Uncommon Knowledge was a weekly 30-minute current affairs TV show hosted by Peter Robinson and co-produced and presented by San Jose, California, PBS member station KTEH from 1997 to 2005. It was distributed first by American Public Television and later by PBS to public television stations throughout the United States and internationally by NPR Worldwide.
The show was revived years later. It currently is funded by several foundations and organizations, including the conservative John M. Olin Foundation, and it is produced by the Hoover Institution (where Peter Robinson is a fellow).
Uploads of the program regularly appear online on websites such as National Review Online and YouTube.
In 2006 and 2007, the Hoover Institution produced a sporadic series of for-web interviews involving Peter Robinson called Directors' Forum Video. In July 2007, these Directors' Forum Video webcasts were rebranded under the old Uncommon Knowledge moniker, starting with the newly produced episode "Land of Lincoln".
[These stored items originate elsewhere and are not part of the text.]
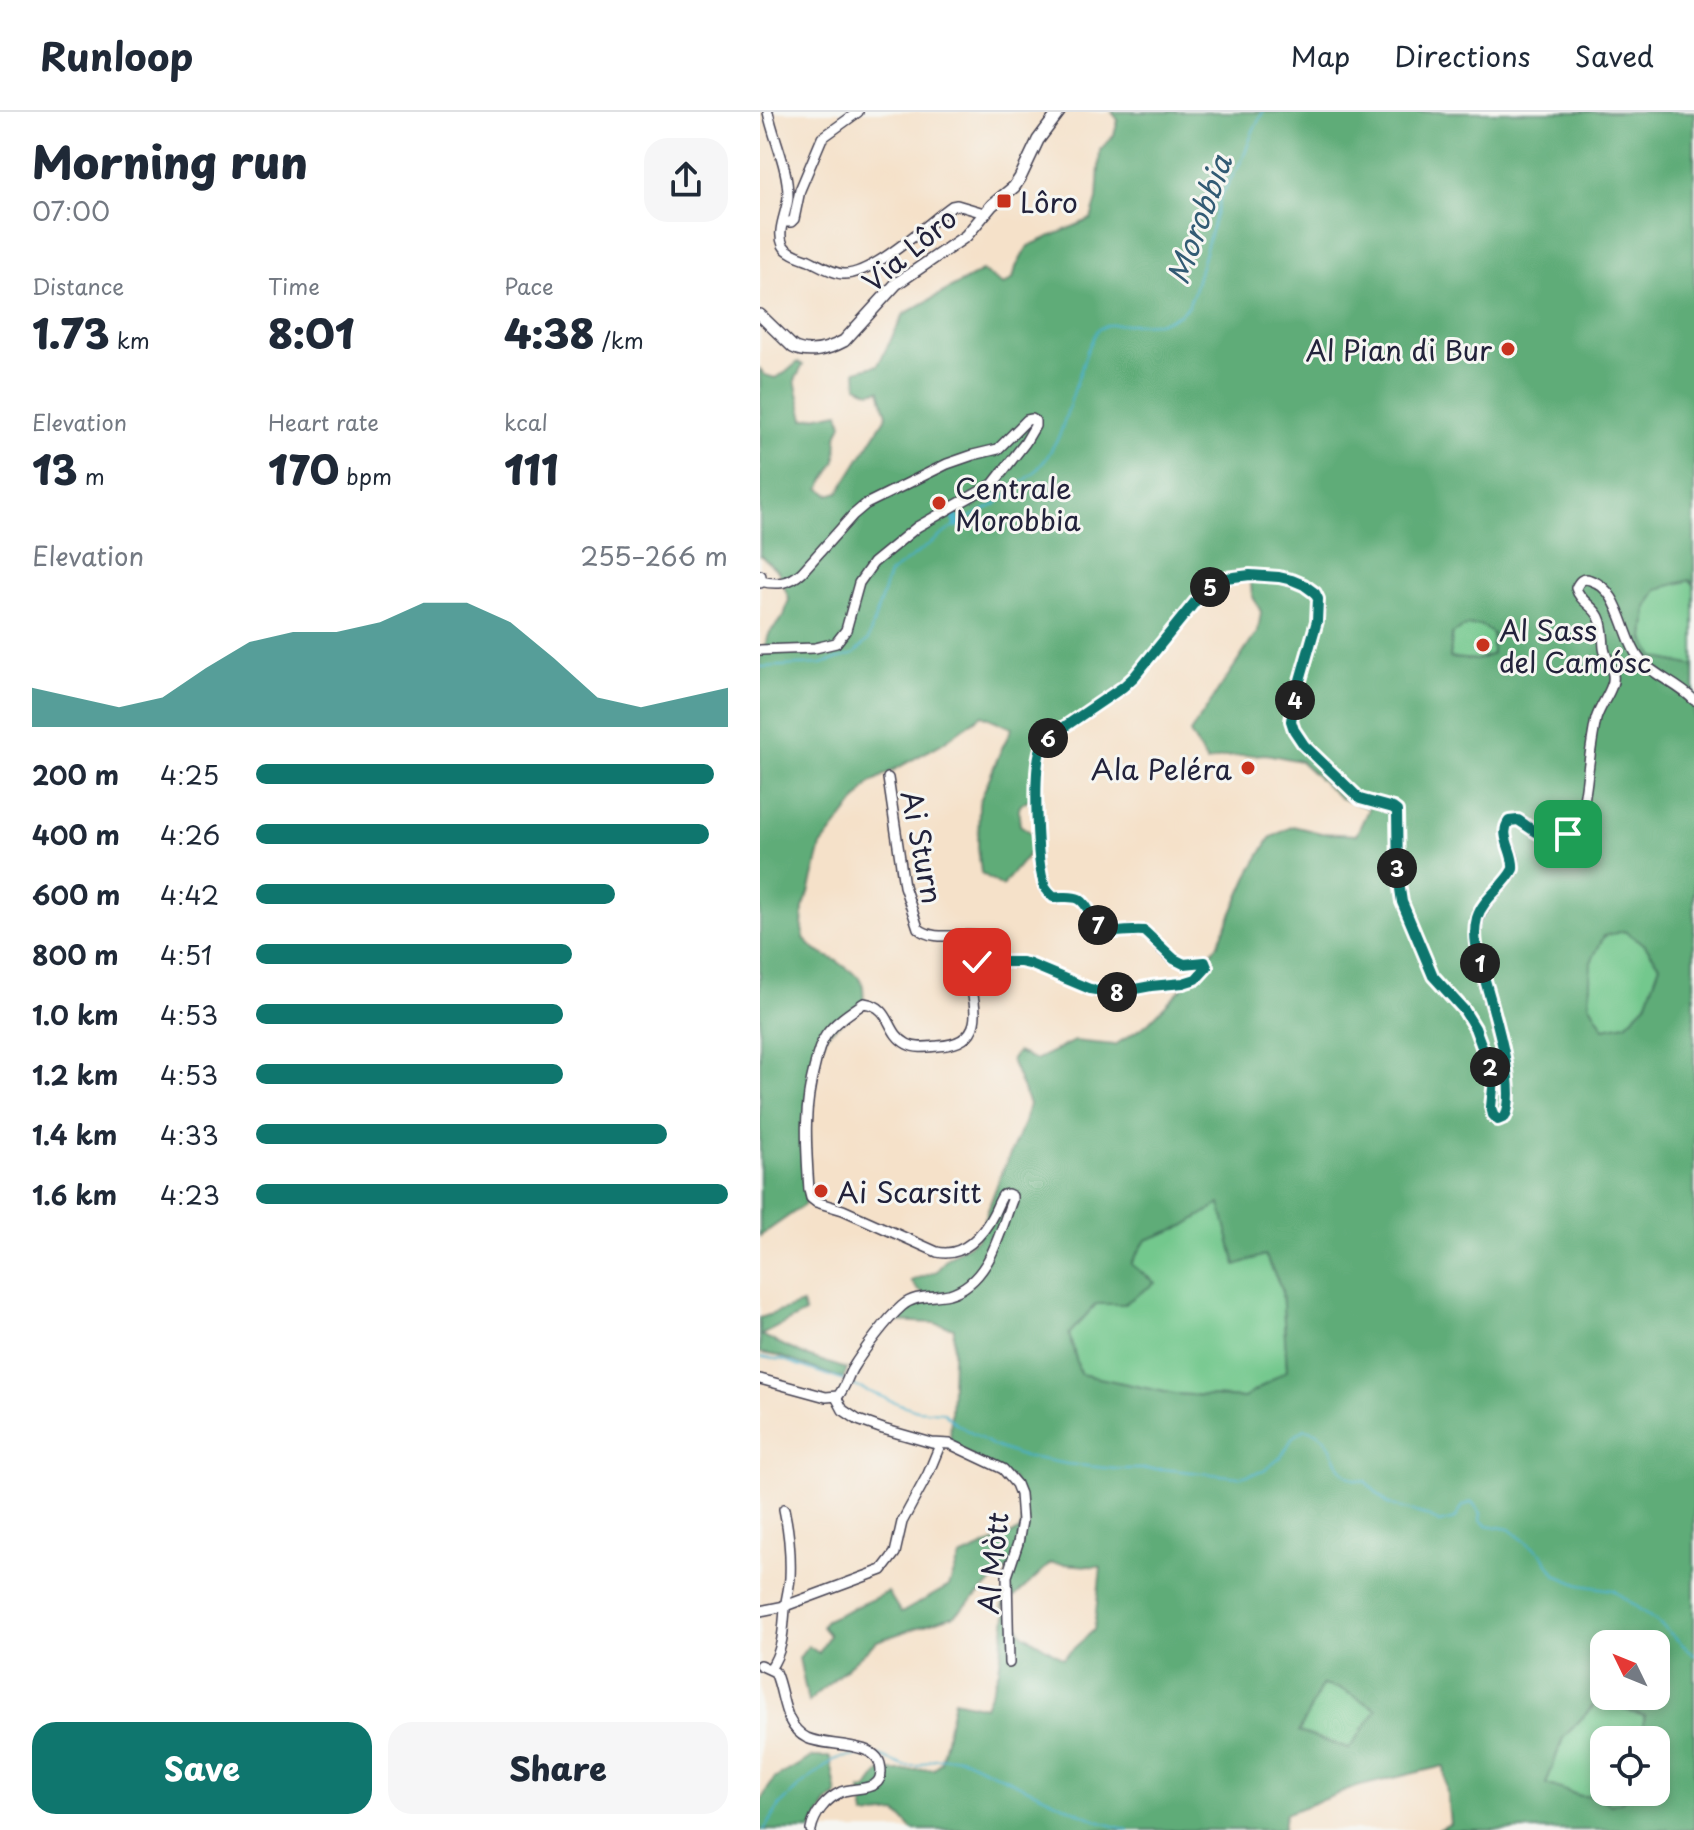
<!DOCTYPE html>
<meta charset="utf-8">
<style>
:root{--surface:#fff;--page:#f6f6f7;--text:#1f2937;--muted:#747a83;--line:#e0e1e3;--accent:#0f766e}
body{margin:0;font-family:"Playpen Sans",sans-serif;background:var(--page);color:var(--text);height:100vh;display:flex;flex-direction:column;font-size:30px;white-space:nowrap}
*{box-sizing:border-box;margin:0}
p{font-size:26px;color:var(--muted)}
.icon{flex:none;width:44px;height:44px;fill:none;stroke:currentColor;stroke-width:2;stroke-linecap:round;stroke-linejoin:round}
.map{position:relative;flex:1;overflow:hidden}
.drawer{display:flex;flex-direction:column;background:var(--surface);width:760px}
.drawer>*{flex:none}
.needle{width:52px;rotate:313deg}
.tools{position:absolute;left:830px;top:1518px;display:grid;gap:16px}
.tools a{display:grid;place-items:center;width:80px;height:80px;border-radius:16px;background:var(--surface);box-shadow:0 4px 12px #0003;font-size:40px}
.pin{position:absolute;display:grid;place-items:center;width:68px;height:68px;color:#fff;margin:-34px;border-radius:16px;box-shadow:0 4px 12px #0006}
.km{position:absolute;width:40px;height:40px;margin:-20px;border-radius:50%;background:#222;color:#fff;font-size:22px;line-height:40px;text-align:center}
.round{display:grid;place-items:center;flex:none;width:84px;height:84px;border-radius:24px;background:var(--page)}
.summary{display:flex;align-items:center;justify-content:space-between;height:136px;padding:0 32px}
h1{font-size:44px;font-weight:800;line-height:60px}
.figures{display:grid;grid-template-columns:repeat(3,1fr);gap:12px;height:136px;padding:8px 32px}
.figures div{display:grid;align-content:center}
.figures b{font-size:40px;font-weight:800}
.figures small{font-size:22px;font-weight:400}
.figures p{font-size:22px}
.chart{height:224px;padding:16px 32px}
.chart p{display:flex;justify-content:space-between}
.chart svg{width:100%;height:144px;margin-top:8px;fill:var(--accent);opacity:.7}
.button{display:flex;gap:16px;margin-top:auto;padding:16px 32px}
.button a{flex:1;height:92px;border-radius:24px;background:var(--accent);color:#fff;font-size:32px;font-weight:800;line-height:92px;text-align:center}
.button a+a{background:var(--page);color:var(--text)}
ul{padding:0 32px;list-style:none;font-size:26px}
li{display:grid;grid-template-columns:128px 96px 1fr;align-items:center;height:60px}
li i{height:20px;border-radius:10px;background:var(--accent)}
header{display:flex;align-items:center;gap:48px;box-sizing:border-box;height:112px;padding:0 40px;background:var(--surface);border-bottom:2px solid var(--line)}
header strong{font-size:38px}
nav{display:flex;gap:44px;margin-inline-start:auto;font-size:28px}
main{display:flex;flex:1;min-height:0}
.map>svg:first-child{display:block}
</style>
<header>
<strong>Runloop</strong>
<nav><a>Map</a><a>Directions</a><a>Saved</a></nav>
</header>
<main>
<section class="drawer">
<div class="summary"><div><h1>Morning run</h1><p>07:00</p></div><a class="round"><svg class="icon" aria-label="share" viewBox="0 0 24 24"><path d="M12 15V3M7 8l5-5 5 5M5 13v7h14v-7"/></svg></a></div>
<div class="figures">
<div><p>Distance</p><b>1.73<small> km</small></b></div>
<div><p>Time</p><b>8:01</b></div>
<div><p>Pace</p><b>4:38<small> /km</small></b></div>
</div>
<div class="figures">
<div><p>Elevation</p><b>13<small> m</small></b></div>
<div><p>Heart rate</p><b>170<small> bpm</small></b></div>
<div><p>kcal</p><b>111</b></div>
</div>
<div class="chart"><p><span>Elevation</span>255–266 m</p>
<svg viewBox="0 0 160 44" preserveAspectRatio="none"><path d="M0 44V32L10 35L20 38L30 35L40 26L50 18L60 15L70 15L80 12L90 6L100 6L110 12L120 23L130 35L140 38L150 35L160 32V44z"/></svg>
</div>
<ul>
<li><b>200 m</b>4:25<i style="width:97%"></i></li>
<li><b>400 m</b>4:26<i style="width:96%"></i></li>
<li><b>600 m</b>4:42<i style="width:76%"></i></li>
<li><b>800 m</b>4:51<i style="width:67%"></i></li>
<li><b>1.0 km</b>4:53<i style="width:65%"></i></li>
<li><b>1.2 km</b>4:53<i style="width:65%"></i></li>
<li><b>1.4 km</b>4:33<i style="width:87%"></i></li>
<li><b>1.6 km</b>4:23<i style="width:100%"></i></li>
</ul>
<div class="button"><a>Save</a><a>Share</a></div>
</section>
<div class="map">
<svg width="934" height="1718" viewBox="0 0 934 1718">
<rect width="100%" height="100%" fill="#f6f6f2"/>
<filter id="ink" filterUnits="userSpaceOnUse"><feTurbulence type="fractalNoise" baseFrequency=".0125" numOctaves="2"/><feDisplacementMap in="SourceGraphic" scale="16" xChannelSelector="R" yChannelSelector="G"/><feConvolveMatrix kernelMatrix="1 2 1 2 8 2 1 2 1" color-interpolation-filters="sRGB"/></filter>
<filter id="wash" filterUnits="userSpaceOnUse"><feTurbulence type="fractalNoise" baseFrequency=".006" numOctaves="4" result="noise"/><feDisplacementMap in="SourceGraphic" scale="32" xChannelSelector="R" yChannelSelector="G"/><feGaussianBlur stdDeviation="1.8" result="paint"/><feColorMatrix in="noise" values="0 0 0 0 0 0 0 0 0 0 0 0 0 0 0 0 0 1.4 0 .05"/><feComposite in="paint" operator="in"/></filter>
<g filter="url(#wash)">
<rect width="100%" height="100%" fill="#f5e1c9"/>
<g fill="#73c88d" stroke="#4a7564" stroke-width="2">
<path d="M930 468 934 473V554L893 545 884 527 887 496 897 477Z"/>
<path d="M721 513 733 522 732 542 717 548 690 546 692 522 706 514Z"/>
<path d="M864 819 884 832 900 853 886 892 866 912 844 916 829 892 830 850 844 824Z"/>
<path d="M460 1091 476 1152 505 1142 522 1177 527 1258 484 1286 414 1282 320 1262 309 1222 336 1192H364L394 1170 371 1152 386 1128 424 1114Z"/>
<path d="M562 1573 581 1577 618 1598 589 1637 539 1620Z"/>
<path d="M838 1589 885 1604 880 1628H844V1680H868L863 1689 851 1693 837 1684H820L786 1672 803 1626Z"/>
</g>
<g fill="#5eac78" stroke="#40675a" stroke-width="2" fill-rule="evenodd">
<path d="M352 0H934V472L930 468 897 477 887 496 884 527 894 545 934 554V1718H678L690 1712 684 1654 596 1675 525 1702 523 1718H153L137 1701 105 1704 101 1678 107 1677 120 1660 174 1657 181 1650 194 1588 225 1595 239 1558 247 1495 262 1521 303 1546 334 1518 341 1455 291 1451 243 1496 248 1456 195 1503 117 1529 48 1590 39 1546 48 1534 59 1541 69 1523 62 1515 66 1508 128 1480 141 1501 189 1474 200 1445 261 1418 262 1403 253 1367 190 1332 194 1216 174 1211 133 1209 145 1195 167 1183 158 1178 151 1169 177 1159 186 1147 217 1127 240 1065 264 1011 269 992 251 948 257 940 276 948 314 929 355 933 387 912 426 872 458 832 490 760 510 726 533 714 561 721 596 723 609 696 580 686 540 649 506 642 464 645 447 650 430 621 498 519 501 500 492 483 490 464 454 471 374 566 288 626 274 685C256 693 258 694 260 713L273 722 270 740 242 774 221 761 218 735 219 691 241 638 252 616 222 603 181 632 110 671 61 734 49 781 43 796 42 817 45 828 56 839 77 849 100 866 103 874 104 891 66 923 48 978 49 1078 44 1093 0 1124V547L10 520 24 504 29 487 18 459 0 443V257L5 263 15 266 25 261 38 250 43 253 35 268 44 307 79 300 82 312 77 324 76 349 60 376 69 383 79 380 127 303 120 278 110 280 97 274 96 259 118 253 144 202 222 159 243 173 253 167 256 155 268 134 331 107 337 87 340 38 354 23 358 8ZM721 513 733 522 732 542 717 548 690 546 692 522 706 514ZM864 819 884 832 900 853 886 892 866 912 844 916 829 891 831 850 844 824ZM460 1092 476 1153 505 1143 522 1177 527 1258 484 1286 414 1282 320 1262 309 1222 336 1192H364L395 1171 371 1152 386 1128 424 1114ZM844 1532H896V1584H844ZM562 1573 581 1577 617 1597 589 1637 539 1620ZM838 1589 885 1604 880 1628H896V1680H868L863 1689 851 1693 837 1684H820L786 1672 803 1626Z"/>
<path d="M42 1192 45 1201 1 1223 44 1243 87 1257 83 1267 19 1244 0 1241V1206Z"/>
<path d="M52 1645H70L77 1683 67 1691 51 1718H0V1690L14 1667Z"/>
</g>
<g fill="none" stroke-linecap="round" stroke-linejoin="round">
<g stroke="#4ab0c9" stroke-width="2">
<path d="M0 555 61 552 94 542 108 528 129 462 197 412 236 392 275 360 286 347 300 322 327 239 337 218 347 213 397 211 408 208 420 202 428 194 433 182 461 84 484 44 493 19 503 0"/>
<path d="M0 1245 23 1248 84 1269"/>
<path d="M90 1272 142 1293 157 1298 183 1300 196 1312 234 1334 258 1343 307 1352 356 1357H402L480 1365 504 1359 521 1345 533 1325 545 1317C547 1317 556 1320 558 1321 580 1335 571 1368 605 1369L628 1392 669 1404 679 1411 695 1407 703 1394 712 1390 721 1401 720 1408 727 1413 749 1417 782 1442 796 1463 820 1473 853 1478 901 1513 934 1543"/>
<path d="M120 1644 144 1654H158L174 1647 199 1645 340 1710 368 1718"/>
<path d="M4 1718 20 1693 40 1674 74 1648 80 1646 107 1643"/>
</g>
<path stroke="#4ab0c9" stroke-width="8" d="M194 403 197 412"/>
</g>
</g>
<g filter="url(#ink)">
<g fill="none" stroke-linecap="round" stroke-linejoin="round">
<defs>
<g id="minor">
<path d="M8 0C14 28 28 55 28 84 28 99 16 118 23 133 27 141 41 145 49 148 59 153 72 161 83 162 112 164 168 111 192 94L197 93 224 101"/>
<path d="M23 110H31L34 107 40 78 62 26 98 0"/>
<path d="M0 538 55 536 76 531 86 518 99 471 113 451 157 415 233 372 265 331 275 314V309L272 307 267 308 238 337 213 343 187 352 106 392 93 403 42 460C29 472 17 473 0 469"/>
<path d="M128 666 144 774 158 816C172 830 200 821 218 824L225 834V850"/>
<path d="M0 1267 66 1285 78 1284C85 1276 87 1266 92 1257 103 1239 127 1207 142 1194 156 1182 172 1186 189 1182 229 1171 239 1122 252 1088V1084L248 1082 243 1083C239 1089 237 1095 234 1101 223 1123 203 1146 177 1140L83 1098 56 1090 51 1086 49 1078C46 1032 43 998 55 953 57 943 60 932 66 923 75 910 91 900 104 891 133 895 125 920 147 932 156 937 168 935 178 934 229 931 215 892 207 858 211 853 210 852 217 850 227 848 260 850 270 852L330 877 354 881 391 874 423 871 436 867 447 855 445 850C438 849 432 852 425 851 408 850 396 828 384 819 371 817 356 823 344 818 331 813 331 794 319 787 311 783 302 786 293 785 288 780 288 781 285 775 276 754 273 657 281 636 283 632 285 630 288 626L363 575 374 565 434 490 454 471 478 463H490L519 465 544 473 555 481 559 496 557 509 536 582 531 609 534 618 544 633 600 687 637 699 638 772 642 790 673 864 706 901 719 926 734 967 731 999 734 1005 738 1008 744 1006C765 970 720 875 716 832 713 806 725 791 742 773 747 766 754 761 754 752 755 737 740 726 747 711L756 707C769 713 779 727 795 727 825 727 826 672 829 651 831 636 833 622 836 607 840 594 848 585 852 573 857 560 846 549 844 536 843 526 844 515 839 505 833 493 820 490 816 476 819 470 822 465 830 468 863 478 862 530 883 551 898 565 919 573 934 588"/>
<path d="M76 1285 83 1298 98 1308 123 1317 172 1331 190 1332 243 1357 256 1372 260 1382 262 1409 258 1431 247 1464 249 1551"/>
<path d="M0 1499 25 1494 122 1458 135 1441 142 1410 168 1362 180 1333"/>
<path d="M0 1553 15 1560C25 1582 22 1613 47 1626 66 1635 114 1629 120 1652 127 1682 95 1674 81 1680 66 1687 54 1702 51 1718"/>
<path d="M10 1557C23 1538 23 1520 25 1497 26 1487 29 1477 30 1466 31 1443 29 1420 24 1397"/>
</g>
<g id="tertiary">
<path d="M0 203 33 235C49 243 69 237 84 229L136 172 206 124 232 93 254 75 260 66 278 28 299 0"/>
<path d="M0 464V470"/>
</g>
</defs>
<use href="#minor" stroke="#423f50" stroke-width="12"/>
<use href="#tertiary" stroke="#423f50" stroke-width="14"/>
<use href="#minor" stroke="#fff" stroke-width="9"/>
<use href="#tertiary" stroke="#fff" stroke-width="11"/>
</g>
</g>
<g fill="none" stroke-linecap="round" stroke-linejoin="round" filter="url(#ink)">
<defs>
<path id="route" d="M217 850H261L270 852 330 877 354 881 391 874 423 871 436 867 447 855 445 850 424 852 414 847 384 819C371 817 355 823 344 818 331 813 331 794 319 787 311 783 302 786 293 785 289 780 288 781 285 775 276 753 273 658 281 636 283 631 284 630 288 626L363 575 374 565 443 480 454 471 466 466 490 463 519 465 532 468 544 473 555 481 558 487 557 509 536 582 531 609 534 618 544 633 600 687 633 696 637 699 638 764 642 790 673 864 704 898 715 916 734 967 731 995 733 1003 738 1008 745 1005C759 975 732 894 723 861 718 843 712 825 717 806 723 786 744 775 753 757 755 740 738 724 749 709L758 708C774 718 789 734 808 722"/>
</defs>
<use href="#route" stroke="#fff" stroke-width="16"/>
<use href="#route" stroke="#0f766e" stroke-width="10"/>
</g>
<g fill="#c8321e" stroke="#f6f6f2" stroke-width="3">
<rect x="236" y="81" width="16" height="16" rx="4"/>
<circle cx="748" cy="237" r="8"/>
<circle cx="179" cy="391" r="8"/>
<circle cx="723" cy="533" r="8"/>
<circle cx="488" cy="656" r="8"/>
<circle cx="61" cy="1079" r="8"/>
</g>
<g text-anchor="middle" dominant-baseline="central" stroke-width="6" stroke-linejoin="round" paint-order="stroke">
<g font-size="28" fill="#22223b" stroke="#f6f6f2" text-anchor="start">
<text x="260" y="89">Lôro</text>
<text x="732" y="237" text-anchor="end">Al Pian di Bur</text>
<text x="195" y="375">Centrale<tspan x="195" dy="32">Morobbia</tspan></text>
<text x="739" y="517">Al Sass<tspan x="739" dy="32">del Camósc</tspan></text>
<text x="472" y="656" text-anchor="end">Ala Peléra</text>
<text x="77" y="1079">Ai Scarsitt</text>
</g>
<g font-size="28" fill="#22223b" stroke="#f6f6f2">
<text transform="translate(149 137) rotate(-40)">Via Lôro</text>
<text transform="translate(163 735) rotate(79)">Ai Sturn</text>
<text transform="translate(232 1451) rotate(-84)">Al Mòtt</text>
</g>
<g font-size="30" font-style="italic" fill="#325b74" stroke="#f6f6f2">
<text transform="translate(438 107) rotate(-70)">Morobbia</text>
</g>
</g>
</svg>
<div class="tools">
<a><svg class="needle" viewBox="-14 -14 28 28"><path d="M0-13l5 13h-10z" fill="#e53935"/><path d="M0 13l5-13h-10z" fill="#747a83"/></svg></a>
<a><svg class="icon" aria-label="locate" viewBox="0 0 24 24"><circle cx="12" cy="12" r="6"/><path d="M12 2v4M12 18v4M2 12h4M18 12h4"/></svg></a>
</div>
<div class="pin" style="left:808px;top:722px;background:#1e9e55"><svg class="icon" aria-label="arrive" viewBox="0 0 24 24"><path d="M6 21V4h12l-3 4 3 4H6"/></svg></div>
<div class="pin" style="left:217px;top:850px;background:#d93025"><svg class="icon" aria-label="check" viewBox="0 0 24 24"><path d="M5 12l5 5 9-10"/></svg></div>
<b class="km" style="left:720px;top:851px">1</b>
<b class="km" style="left:730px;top:955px">2</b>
<b class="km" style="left:637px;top:756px">3</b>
<b class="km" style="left:535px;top:588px">4</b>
<b class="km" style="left:450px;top:475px">5</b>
<b class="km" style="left:288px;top:626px">6</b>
<b class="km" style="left:338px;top:813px">7</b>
<b class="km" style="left:357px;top:880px">8</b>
</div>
</main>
Starting in 2008, each of these new webcasts premieres on National Review Online in five parts throughout the week before being published on the Hoover Institution website, Facebook, YouTube, and other social media outlets. In addition, the Hoover Institution posts upcoming episodes as a podcast titled Uncommon Knowledge, which can be downloaded from iTunes or as part of the Hoover Institution iTunes U download page. New episodes are published every other week. Viewers are permitted to suggest guests and ask questions of upcoming guests to be selected by the Uncommon Knowledge team, and/or Robinson, the interviewer-host. The viewers whose questions are selected often win the books or publications of the guests being interviewed.